Healthcare’s revenue cycle has turned out to be stubbornly resistant to easy technological fixes, but AI can still make real progress, according to Lee Kupferman, Co-CEO of R1’s innovation lab.

AI makes the most impact when it’s used to handle straightforward, high-volume work, freeing humans for the cases that actually need their expertise, Kupferman noted during an interview last week at HFMA’s annual conference in National Harbor, Maryland.

For instance, a simple inpatient encounter where a patient came in for a known procedure with no complications is the kind of case where 50 coders would all reach the exact same answer — that’s where AI should just run, he said.

However, most AI models still struggle with complex encounters that involve longer documentation and more varied payer rules. Kupferman believes the goal right now is figuring out how to route the right work to AI and reserve human efforts for the gray areas.

“You can get value out of [AI] tools in all of the revenue cycle, provided you have the right guardrails and you’re honest about where it works well and where it’s still got a way to go,” he remarked.

Part of what makes the revenue cycle resistant to AI is that the healthcare payment system itself is so deeply fragmented, Kupferman added.

There are hundreds of vendors within the healthcare revenue cycle space, but most of them sell narrow point solutions that don’t communicate with each other, he pointed out.

Health system coding teams often operate in near-total isolation from the prior authorization team, which means a denial that could have been caught upfront triggers weeks of rework downstream instead, Kupferman explained.

He views this fragmentation as one of the biggest obstacles to AI actually delivering on its promises. Kupferman said these tools need to be connected in order for efficiency gains to actually be realized.
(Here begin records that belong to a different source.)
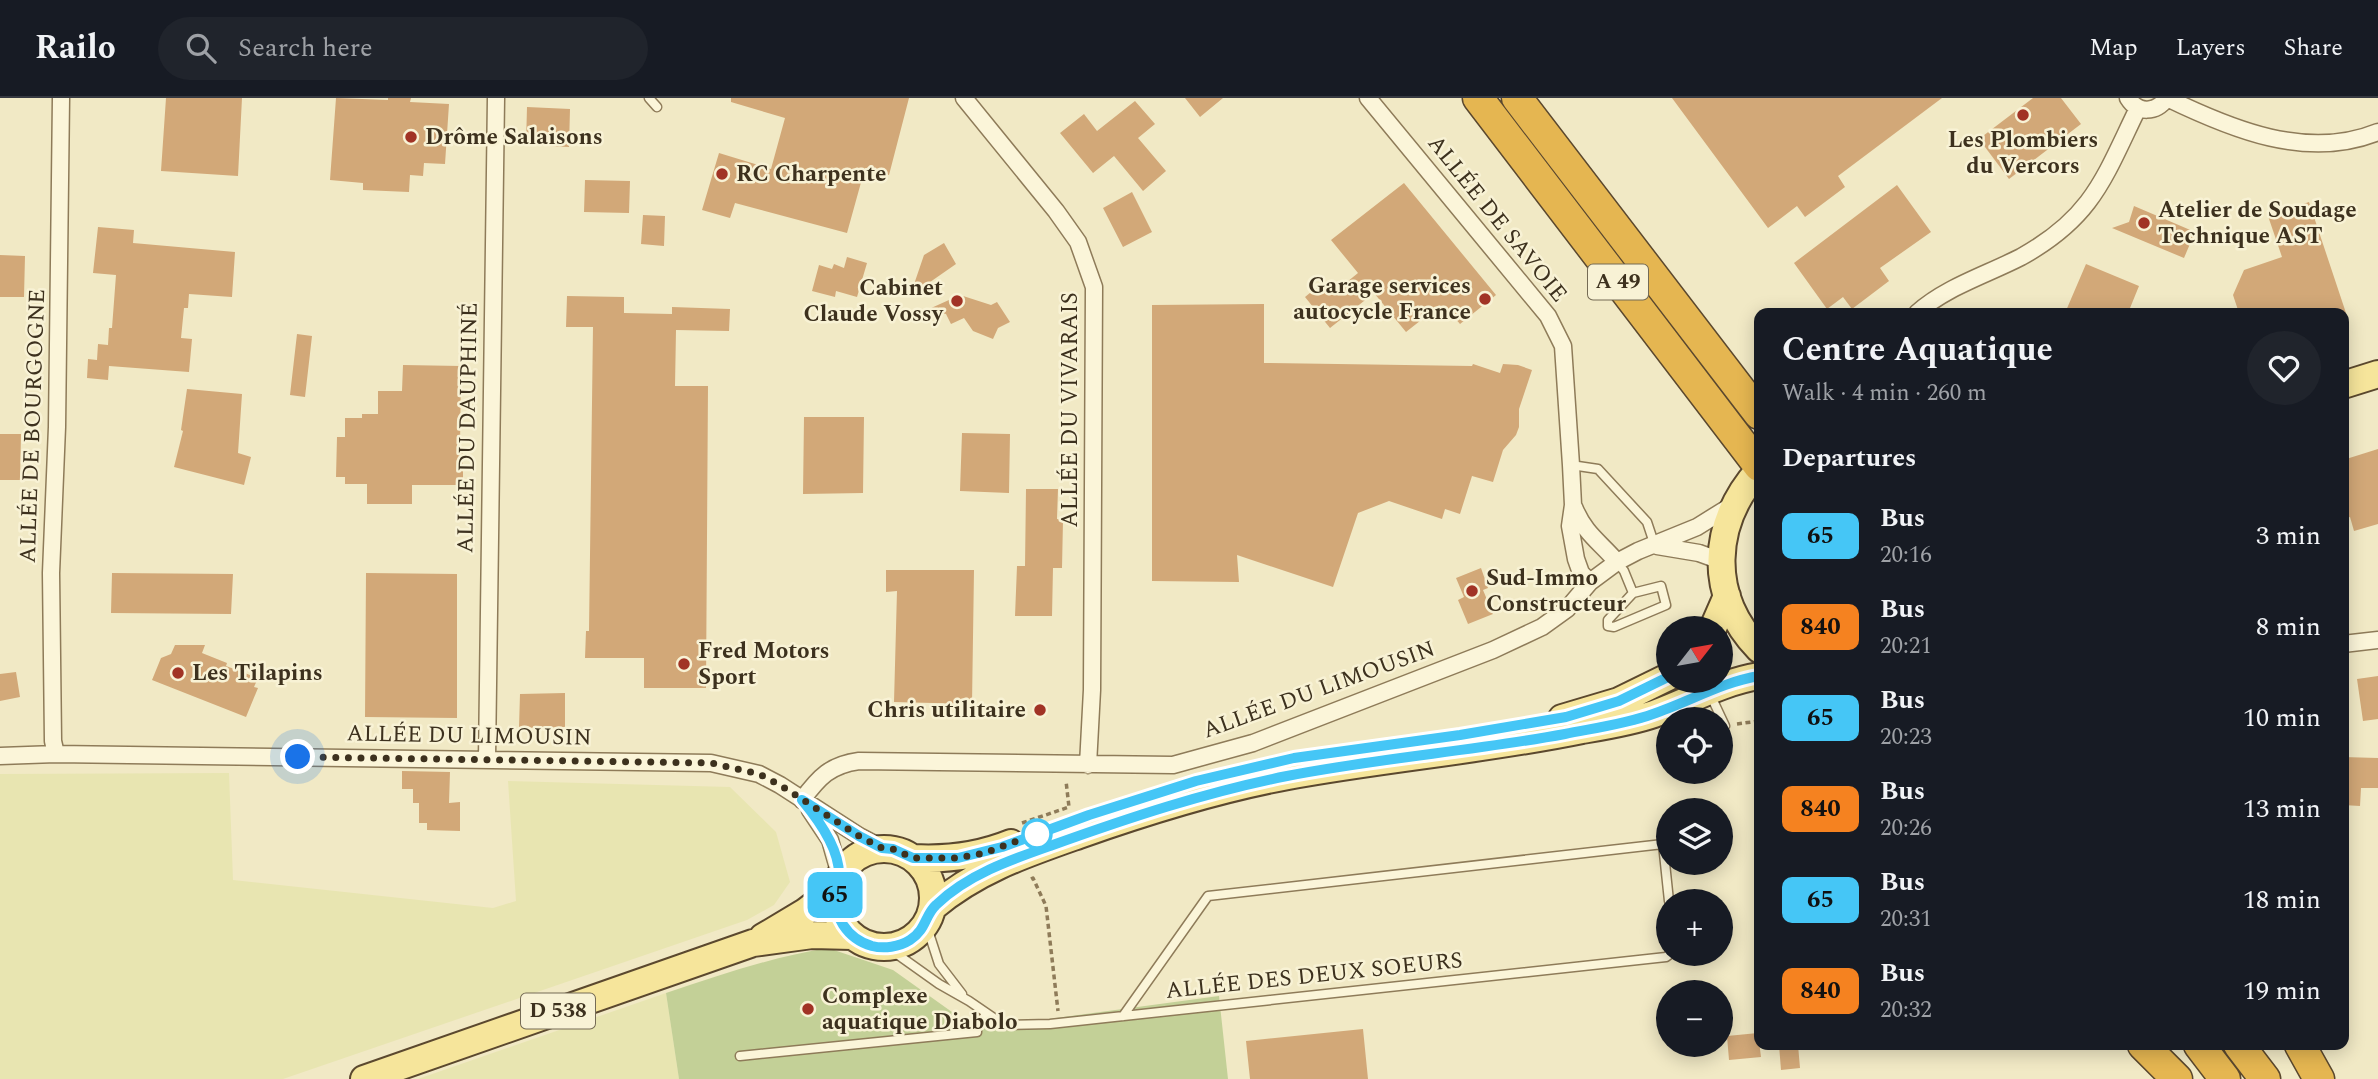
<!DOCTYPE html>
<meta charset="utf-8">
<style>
body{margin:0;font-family:Spectral,serif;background:#20242c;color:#f1f3f6;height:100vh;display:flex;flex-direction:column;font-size:26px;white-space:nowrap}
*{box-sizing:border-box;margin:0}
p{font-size:23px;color:#9ea1a6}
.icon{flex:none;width:38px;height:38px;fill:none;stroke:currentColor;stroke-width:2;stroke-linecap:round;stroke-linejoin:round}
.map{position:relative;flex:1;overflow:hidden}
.drawer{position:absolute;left:1754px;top:210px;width:595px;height:742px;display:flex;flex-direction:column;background:#171b24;border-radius:14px;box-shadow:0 4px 18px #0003}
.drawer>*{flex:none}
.badge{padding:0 14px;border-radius:10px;font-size:24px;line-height:46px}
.needle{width:46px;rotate:59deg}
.tools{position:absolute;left:1656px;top:518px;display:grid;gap:14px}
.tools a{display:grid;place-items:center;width:77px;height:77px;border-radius:50%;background:#171b24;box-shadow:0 4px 18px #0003;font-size:35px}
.you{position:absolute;width:35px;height:35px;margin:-18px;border:5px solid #fff;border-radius:50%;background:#1a73e8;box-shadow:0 0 0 10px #1a73e833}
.map>.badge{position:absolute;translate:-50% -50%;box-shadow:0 0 0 4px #fff}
h2{padding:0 28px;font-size:26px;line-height:63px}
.round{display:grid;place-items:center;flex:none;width:74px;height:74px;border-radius:37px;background:#20242c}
.summary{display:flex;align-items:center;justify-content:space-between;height:119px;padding:0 28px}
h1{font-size:33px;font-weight:700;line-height:52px}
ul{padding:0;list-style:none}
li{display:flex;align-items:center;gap:21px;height:91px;padding:0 28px}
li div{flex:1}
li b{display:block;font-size:26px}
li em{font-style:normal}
li .badge{min-width:77px;font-weight:700;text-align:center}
header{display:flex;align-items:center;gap:42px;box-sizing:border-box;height:98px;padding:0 35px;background:#171b24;border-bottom:2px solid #363941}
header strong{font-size:33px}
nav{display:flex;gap:38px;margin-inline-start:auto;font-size:24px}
.search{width:490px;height:63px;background:#20242c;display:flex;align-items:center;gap:18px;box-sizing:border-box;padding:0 24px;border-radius:38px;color:#9ea1a6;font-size:26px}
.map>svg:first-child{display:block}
.farmland{fill:#e8e5b1}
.green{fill:#c3d097}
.building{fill:#d2a878}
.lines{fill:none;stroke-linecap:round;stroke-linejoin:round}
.lane-casing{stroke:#8e7b59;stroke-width:11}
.street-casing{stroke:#8e7b59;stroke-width:19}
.primary-casing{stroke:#5b482e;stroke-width:30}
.highway-casing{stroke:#5b482e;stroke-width:33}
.path{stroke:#8e7b59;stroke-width:3.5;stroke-dasharray:5 3.5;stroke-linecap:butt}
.lane{stroke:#fbf5d9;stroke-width:8}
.street{stroke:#fbf5d9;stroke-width:16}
.primary{stroke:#f6e59b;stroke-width:26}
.highway{stroke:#e5b651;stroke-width:30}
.line-casing{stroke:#fff;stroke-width:16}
.line{stroke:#45c6f6;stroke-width:10}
.walk{stroke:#3d311e;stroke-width:7;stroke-dasharray:0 12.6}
.poi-dot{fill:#a13325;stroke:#f8f2d5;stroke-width:2.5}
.stop-dot{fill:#fff;stroke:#45c6f6;stroke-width:3.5}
.labels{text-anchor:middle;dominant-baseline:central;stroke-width:5;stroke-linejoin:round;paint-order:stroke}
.shield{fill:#f8f2d5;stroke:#756b55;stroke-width:2}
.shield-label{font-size:21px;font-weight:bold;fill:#3d311e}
.poi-label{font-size:23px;font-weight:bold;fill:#3d311e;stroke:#f8f2d5;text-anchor:start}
.street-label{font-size:23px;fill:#3d311e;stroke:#f8f2d5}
</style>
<header>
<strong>Railo</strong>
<div class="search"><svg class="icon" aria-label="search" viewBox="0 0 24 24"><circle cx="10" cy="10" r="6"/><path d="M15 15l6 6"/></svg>Search here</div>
<nav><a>Map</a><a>Layers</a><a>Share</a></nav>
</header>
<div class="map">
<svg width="2378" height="981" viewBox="0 0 2378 981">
<rect width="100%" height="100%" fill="#f1e9c5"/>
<path class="farmland" d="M229,675l4,107 260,28 23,-7 -8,-120 222,6 46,45 14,50 -16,23 -27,15 -464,159h-283v-305z
M666,895l13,86h-261z"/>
<path class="green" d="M828,850l65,22 73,52 38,3 215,-29 9,83h-549l-13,-86c54,-18 106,-36 162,-45z"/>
<path class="building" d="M166,0h76l-4,78 -77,-5z
M336,0l52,2v-2h23l-1,4 39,2 -4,60 -21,-1 -1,13 -13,-1 -1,17 -46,-2v-7l-33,-3z
M731,0h178l-20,77 -24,-7 -18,65 -112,-30 -5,15 -28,-8 17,-57 52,16 14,-51 -54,-16z
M1185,0h38l-23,19z
M1672,0h270l-104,78 7,11 -40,30 -8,-11 -29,22z
M2033,0h28l20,26 -72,55 -30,-40z
M1135,3l20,23 -17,14 28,33 -23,20 -29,-35 -21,17 -33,-40 24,-19 13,17z
M527,9l43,2 -1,38 -43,-2z
M585,82l45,1 -1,32 -45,-1z
M1404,85l92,112 -36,29 -12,-14 -12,11 -6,-8 -24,19 -32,-39 -44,35 -25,-31 17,-14 9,12 27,-22 -27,-33z
M1897,87l34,47 -51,36 9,13 -37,28 -9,-12 -16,12 -33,-46z
M1132,94l20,40 -29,15 -20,-39z
M2309,104l37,111h-107l-6,-18 11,-25 38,-13 -14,-41z
M2134,108l61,26 -11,26 -72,-30 17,-6z
M643,117l22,1 -1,30 -23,-2z
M98,129l36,3 -1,13 102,9 -3,45 -43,-3 -1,14h-4l-3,30 11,1 -3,33 -80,-6 -1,14 -21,-2 1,-19 9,1 1,-16 10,1 1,-17h3l4,-53 -23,-2z
M944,145l12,21 -46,32 14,-41z
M0,157l25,1 -1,41h-24z
M847,159l20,6 -10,34 -21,-6 -1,6 -23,-6 7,-26 13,4 2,-5 10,4z
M2086,166l53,22 -11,27h-63z
M960,197l31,10 6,-3 13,20 -12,6 -5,11 -20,-8 -9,-13 -13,6 -5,-10 -17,-5z
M567,198l57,1v16l48,1v-7l58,2 -1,22 -53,-1 -1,56h33l-2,302h-62v-30h-59l1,-27h3l4,-304h-27z
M1264,206v59l208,3 1,-2 27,9 3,-9 15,1 14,5 -13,39v18l-3,8 -13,15 -10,32 -21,-6 -12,38 -15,-5 -3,10 -53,-18 -31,12 -25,74 -96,-32 2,27 -87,-1v-276z
M297,236l15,2 -7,61 -15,-2z
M403,267l58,1 -1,81h3v38h-51v19h-45v-20h-22v-7h-9l1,-40h8v-19h17v-4h16v-23h24z
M187,291l55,5 -4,59 13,4 -7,28 -70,-18 9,-36 -2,-1z
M804,319h60l-1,76 -60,1z
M962,335l48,1 -1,59 -49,-2z
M0,336h21l-1,46h-20z
M2378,351v75l-24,7 -4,-14 -7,2v-59z
M1026,391h32l-1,30 6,1 -1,48h-9l-1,48h-37l2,-50h8z
M1481,470l7,20 -5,2 10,24 -25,10 -10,-24 6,-3 -8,-19z
M886,472h88l-2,134 -78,-2 3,-111 -11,1z
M112,475l121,1 -2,40 -120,-1z
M366,475l91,1v144l-92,-1z
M175,547h30l-3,8 25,10 -1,3 32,12 -4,9 4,1 -12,29 -94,-37 9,-22 10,-4z
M16,574l4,25 -20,4v-27z
M2378,578v43l-15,2 -6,-42z
M565,595v34l-46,1 1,-34z
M2343,659l35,1v30h-17l-1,18 -17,-1z
M402,673l48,1 -1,31 11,-1v29l-33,-1v-7h-8v-20h-6v-14h-11z
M1363,931l5,50h-118l-4,-38z
M1758,935l3,24 -32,3 -2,-24z
M1779,947h19l2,23 -19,2z"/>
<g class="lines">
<defs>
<path id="lane" d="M649,0l8,9
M1571,367l27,4 49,53 8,24
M1617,464l7,9 9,22
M1661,488l5,19 -52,22 -6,-1v-6l25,-27z
M1710,596l15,32
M926,826l13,40 23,30
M887,849l52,37 30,17 35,24 46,-1 616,-67 4,-3
M1123,918l85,-120 455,-52 6,57
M740,958l237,-24v-4l9,-14"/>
<path id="street" d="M964,0l92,113 22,31 16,45 -2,403 -4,75
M1368,0l180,218 15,30 8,119 2,40 -3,21 6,33 5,14 9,9
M2128,0c10,16 28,15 39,0
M2167,0c64,31 140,63 211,34
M1917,215c29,-26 69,-38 104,-56 72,-40 83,-79 117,-149
M1574,409c11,27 25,34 43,55
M1657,448l42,7 22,8
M2343,546l35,-4
M56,656l-3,-13 -2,-168 6,-146 4,-329
M0,658l56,-2 655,9 48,11 21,11 79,51 23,12
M487,660l9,-660
M802,702c17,-23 28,-35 57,-39l314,4 80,-22 240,-93 49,-23 25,-18 23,-27 27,-20 21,-11 59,-24 37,-23
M810,712l20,30 10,35"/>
<path id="primary" d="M2343,287l35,-11
M1759,372c-48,53 -52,126 0,179
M1713,530l14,-32
M1562,620l57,-17 49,-24
M835 800a49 49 0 1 1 98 0a49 49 0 1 1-98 0Z
M913,760c35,2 66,-2 98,-15
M933,809c44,-37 92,-53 146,-72 68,-24 138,-46 209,-59 98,-18 197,-26 294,-46 24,-4 49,-8 72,-16 35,-13 68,-32 105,-38
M763,839l42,-25 30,-23
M364,981l389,-136 59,-8 40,1"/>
<path id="highway" d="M1478,0l281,368
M1517,0l242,316
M2143,947l34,34
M2199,947l26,34
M2239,947l26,34
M2300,947l19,34"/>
</defs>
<use href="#lane" class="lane-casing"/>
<use href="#street" class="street-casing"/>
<use href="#primary" class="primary-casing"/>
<use href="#highway" class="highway-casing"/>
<path class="path" d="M1737,626l22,-3
M1022,725l47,-16 -3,-26
M1031,781l2,-1 13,28 12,105"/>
<use href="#lane" class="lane"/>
<use href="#street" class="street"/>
<use href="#primary" class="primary"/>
<use href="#highway" class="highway"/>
</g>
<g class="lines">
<defs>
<path id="line" d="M1668,579l-49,24 -53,16 -106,18 -166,23 -98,23 -107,34 -87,32 -44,11h-45l-20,-9 -11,-1 -23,-12 -57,-36c15,18 37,48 37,74 0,5 -3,11 -4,16 -3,25 12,49 37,56 12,3 27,1 38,-6 16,-10 15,-25 26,-35 31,-30 74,-45 114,-59 78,-28 156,-54 237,-70 92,-18 186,-25 278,-42 30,-6 60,-10 88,-20 36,-12 69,-32 106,-38"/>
</defs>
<use href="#line" class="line-casing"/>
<use href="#line" class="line"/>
<path class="walk" d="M298,659l413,6 48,11 21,11 79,51 23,12 11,1 20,9h45l26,-5 53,-19"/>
</g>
<g class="poi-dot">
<circle cx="2023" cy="17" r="7"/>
<circle cx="411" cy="39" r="7"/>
<circle cx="722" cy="76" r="7"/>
<circle cx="2144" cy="125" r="7"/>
<circle cx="1485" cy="201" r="7"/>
<circle cx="957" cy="203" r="7"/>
<circle cx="1472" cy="493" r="7"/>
<circle cx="684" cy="566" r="7"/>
<circle cx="178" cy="575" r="7"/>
<circle cx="1040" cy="612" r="7"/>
<circle cx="808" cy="911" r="7"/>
</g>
<circle class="stop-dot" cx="1037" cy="736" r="14"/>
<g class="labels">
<g class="shield">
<rect x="1588" y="166.5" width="60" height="35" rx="5"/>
<rect x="521" y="895.5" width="74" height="35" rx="5"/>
</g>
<g class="shield-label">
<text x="1618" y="184">A 49</text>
<text x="558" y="913">D 538</text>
</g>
<g class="poi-label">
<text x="425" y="39">Drôme Salaisons</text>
<text x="2023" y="42" text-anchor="middle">Les Plombiers<tspan x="2023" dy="26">du Vercors</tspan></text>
<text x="736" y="76">RC Charpente</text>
<text x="2158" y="112">Atelier de Soudage<tspan x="2158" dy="26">Technique AST</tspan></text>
<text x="1471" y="188" text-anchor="end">Garage services<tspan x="1471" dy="26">autocycle France</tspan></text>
<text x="943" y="190" text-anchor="end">Cabinet<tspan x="943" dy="26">Claude Vossy</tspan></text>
<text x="1486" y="480">Sud-Immo<tspan x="1486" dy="26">Constructeur</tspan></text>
<text x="698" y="553">Fred Motors<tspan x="698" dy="26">Sport</tspan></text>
<text x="192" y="575">Les Tilapins</text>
<text x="1026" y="612" text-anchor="end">Chris utilitaire</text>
<text x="822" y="898">Complexe<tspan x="822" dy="26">aquatique Diabolo</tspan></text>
</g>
<g class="street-label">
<text transform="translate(1497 121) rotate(51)">ALLÉE DE SAVOIE</text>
<text transform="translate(1070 312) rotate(-90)">ALLÉE DU VIVARAIS</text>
<text transform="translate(33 328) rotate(-88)">ALLÉE DE BOURGOGNE</text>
<text transform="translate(468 330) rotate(-89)">ALLÉE DU DAUPHINÉ</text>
<text transform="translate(1319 592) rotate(-20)">ALLÉE DU LIMOUSIN</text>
<text transform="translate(469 638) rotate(1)">ALLÉE DU LIMOUSIN</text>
<text transform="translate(1314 878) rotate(-6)">ALLÉE DES DEUX SOEURS</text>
</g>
</g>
</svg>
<div class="tools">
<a><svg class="needle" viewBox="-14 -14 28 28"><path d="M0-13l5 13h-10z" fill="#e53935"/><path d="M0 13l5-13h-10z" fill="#9ea1a6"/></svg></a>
<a><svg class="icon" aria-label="locate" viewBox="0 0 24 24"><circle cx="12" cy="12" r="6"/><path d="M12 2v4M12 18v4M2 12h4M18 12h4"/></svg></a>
<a><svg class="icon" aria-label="layers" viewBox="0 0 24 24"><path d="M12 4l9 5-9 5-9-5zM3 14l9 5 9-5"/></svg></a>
<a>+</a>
<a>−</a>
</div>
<div class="you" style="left:298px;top:659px"></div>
<b class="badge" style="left:835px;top:797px;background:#45c6f6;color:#111">65</b>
<section class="drawer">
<div class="summary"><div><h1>Centre Aquatique</h1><p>Walk · 4 min · 260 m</p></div><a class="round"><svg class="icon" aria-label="heart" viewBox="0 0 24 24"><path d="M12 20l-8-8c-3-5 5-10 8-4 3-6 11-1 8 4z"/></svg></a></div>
<h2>Departures</h2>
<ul>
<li><span class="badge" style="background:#45c6f6;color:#111">65</span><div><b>Bus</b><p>20:16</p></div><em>3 min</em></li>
<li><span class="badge" style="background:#f58220;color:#111">840</span><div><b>Bus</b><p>20:21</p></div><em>8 min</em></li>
<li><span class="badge" style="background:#45c6f6;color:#111">65</span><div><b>Bus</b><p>20:23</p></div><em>10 min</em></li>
<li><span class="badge" style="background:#f58220;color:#111">840</span><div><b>Bus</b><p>20:26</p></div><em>13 min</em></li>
<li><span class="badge" style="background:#45c6f6;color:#111">65</span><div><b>Bus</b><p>20:31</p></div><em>18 min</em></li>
<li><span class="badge" style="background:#f58220;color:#111">840</span><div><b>Bus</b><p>20:32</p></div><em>19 min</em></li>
</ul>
</section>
</div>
The good news, though, is that the environment might be changing. Kupferman noted that while payers and providers have both historically dismissed the idea of a more collaborative, AI-driven revenue cycle, they’re starting to show more willingness to work together on improving the payments process.

“Everybody is in violent agreement about what the problem is — they’re just trying to figure out the best way to solve it,” he declared.